Nach längerer Zeit kommt wieder mal ein Reisebericht von mir. Hier kommt der erste Teil von
FJELL, FOSS, FJORD OG BREE
2019 Herbstreise nach Fjord-Norwegen: „The summer is definitely over“
Eigentlich sollten wir uns nach 20 (!) privaten Norwegen-Reisen nun langsam auskennen, wann die beste Zeit ist, um auf eine Herbstreise durch Fjordnorwegen zu gehen. Aber es war nicht so ganz einfach, den richtigen Zeitpunkt zu bestimmen. Die Wetterkarten von yr.no versprachen eigentlich kein „schönes Herbstwetter“: Es regnete fast unaufhörlich an der Westküste, also in jenem Teil von Norwegen, den wir befahren wollten. So haben wir dann unseren Freund in Grimstad konsultiert, der ja bei unseren Besuchen Ende August seinen Blick auf den Garten und die Bäume lenkte und dabei stets zu sagen pflegte: „I think the summer is definitely over.“ Er empfahl uns angesichts der Großwetterlage Mitte September loszufahren.

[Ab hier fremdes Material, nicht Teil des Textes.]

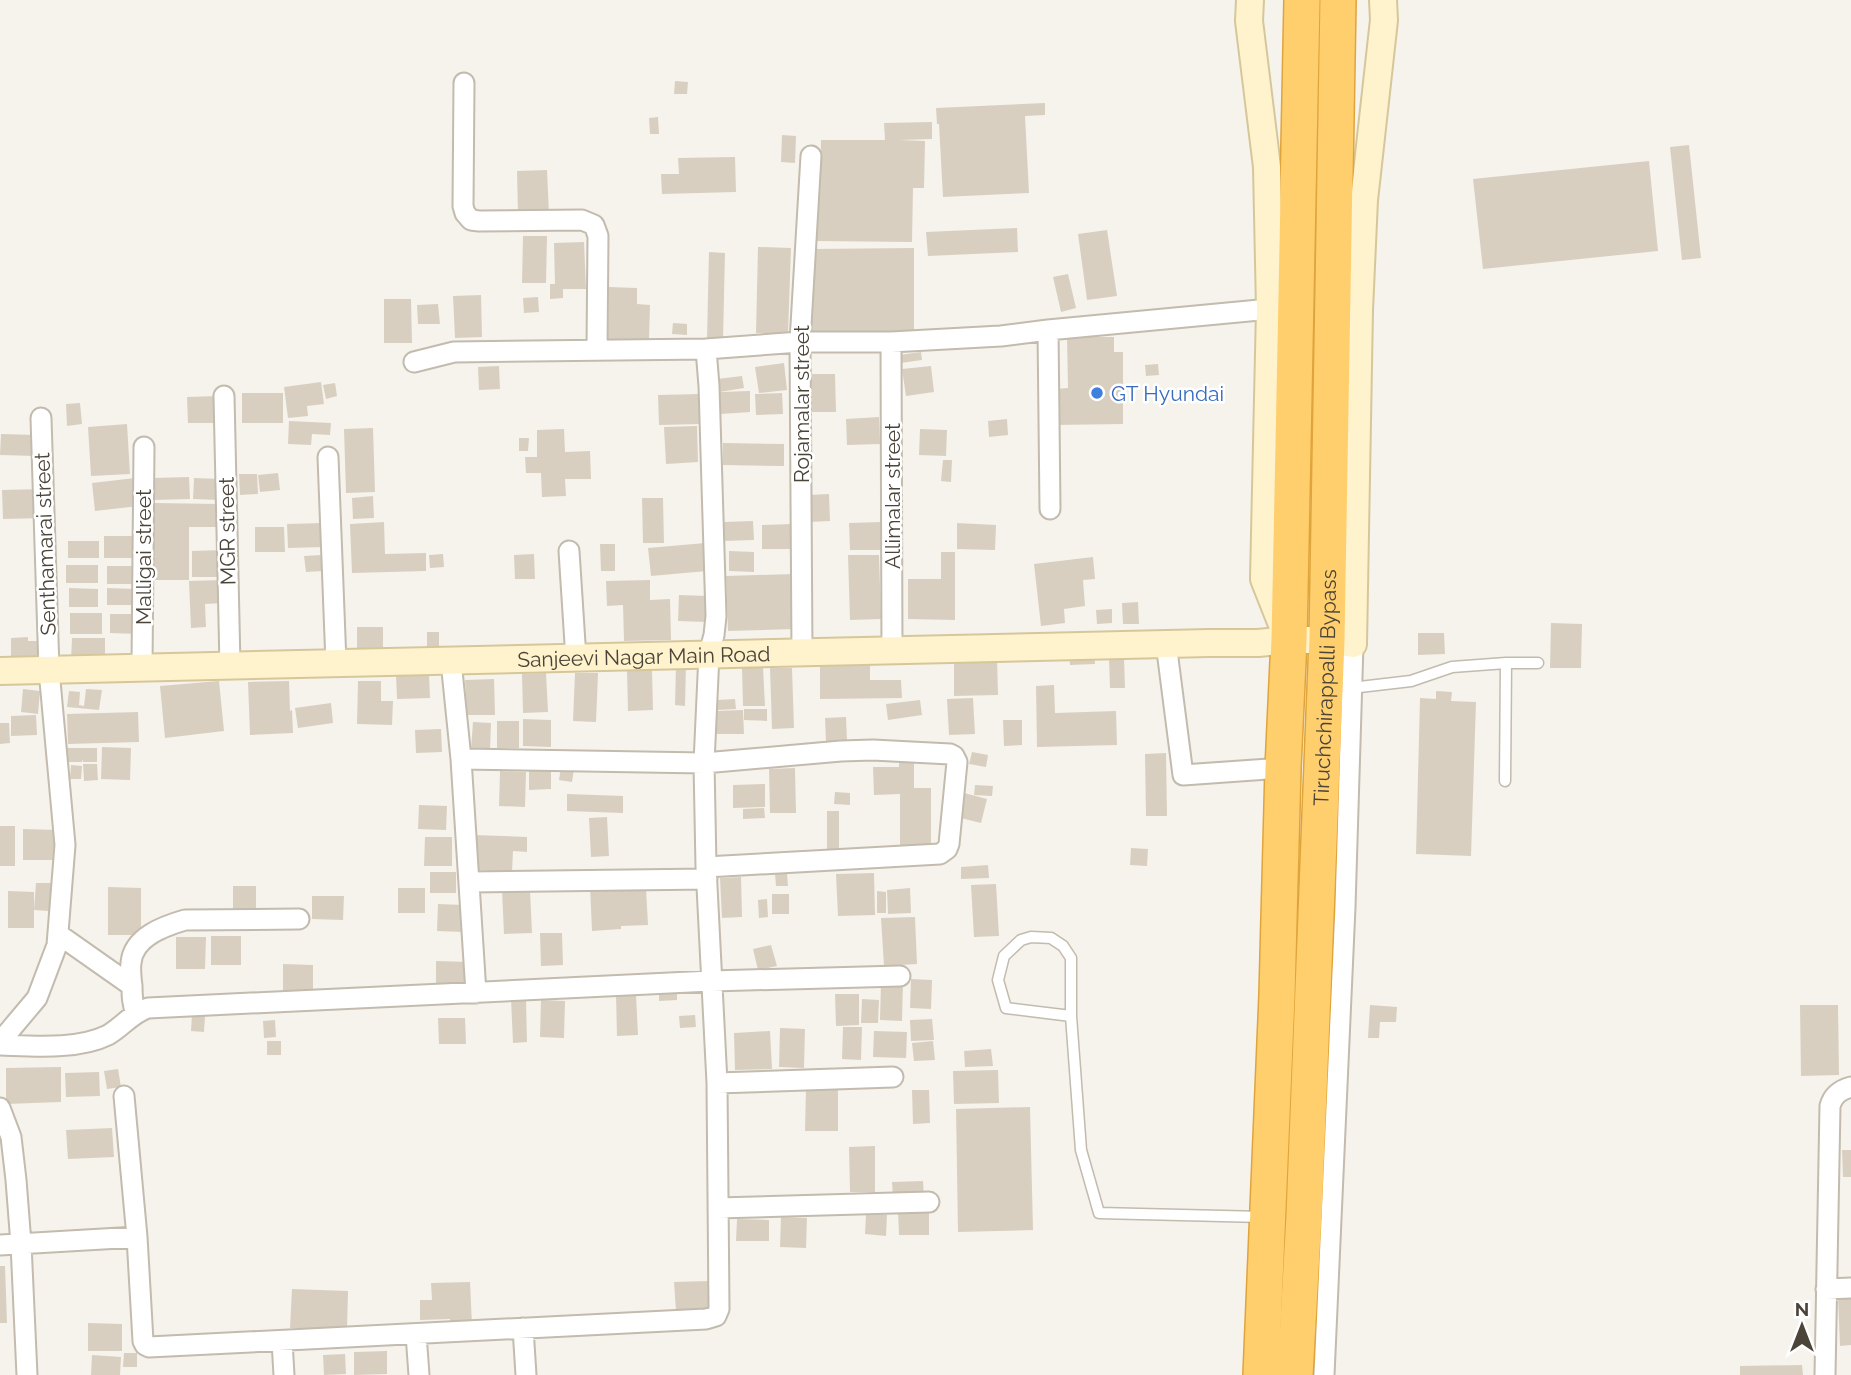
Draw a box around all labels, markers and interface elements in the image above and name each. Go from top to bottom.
street label: Rojamalar street [789,325,814,483]
place label: GT Hyundai [1111,381,1224,406]
marker: GT Hyundai [1089,385,1105,401]
street label: Allimalar street [880,423,905,569]
street label: Senthamarai street [29,452,61,636]
street label: MGR street [214,477,240,585]
street label: Malligai street [131,489,156,625]
street label: Tiruchchirappalli Bypass [1308,569,1341,807]
street label: Sanjeevi Nagar Main Road [517,641,771,672]
north arrow [1767,1291,1837,1361]
text: N [1795,1298,1809,1320]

Eine andere Frage war, ob wir bereits Winterreifen aufziehen lassen sollten. Er meinte, das sei sicherlich noch nicht nötig. Ich war unsicher und habe dann doch noch Winterreifen aufziehen lassen, denn kurz vor Reiseantritt sahen wir auf der Webseite von Statens Vegvesen, dass die Nationalen Touristenstraßen Valdresfly als auch Sognefjellet wegen heftigen Schneefalls gesperrt waren, wenn auch nur kurzfristig. Das hatte uns zunächst einen heftigen Schrecken eingejagt, denn unsere geplante Reiseroute sollte eben über diese Straßen führen. Wie bereits auf den Reisen 2013 und 2017 als auch im Januar/Februar 2018 hatten wir alle Hotels und Fähren gebucht, wenn auch mit der Möglichkeit der Stornierung.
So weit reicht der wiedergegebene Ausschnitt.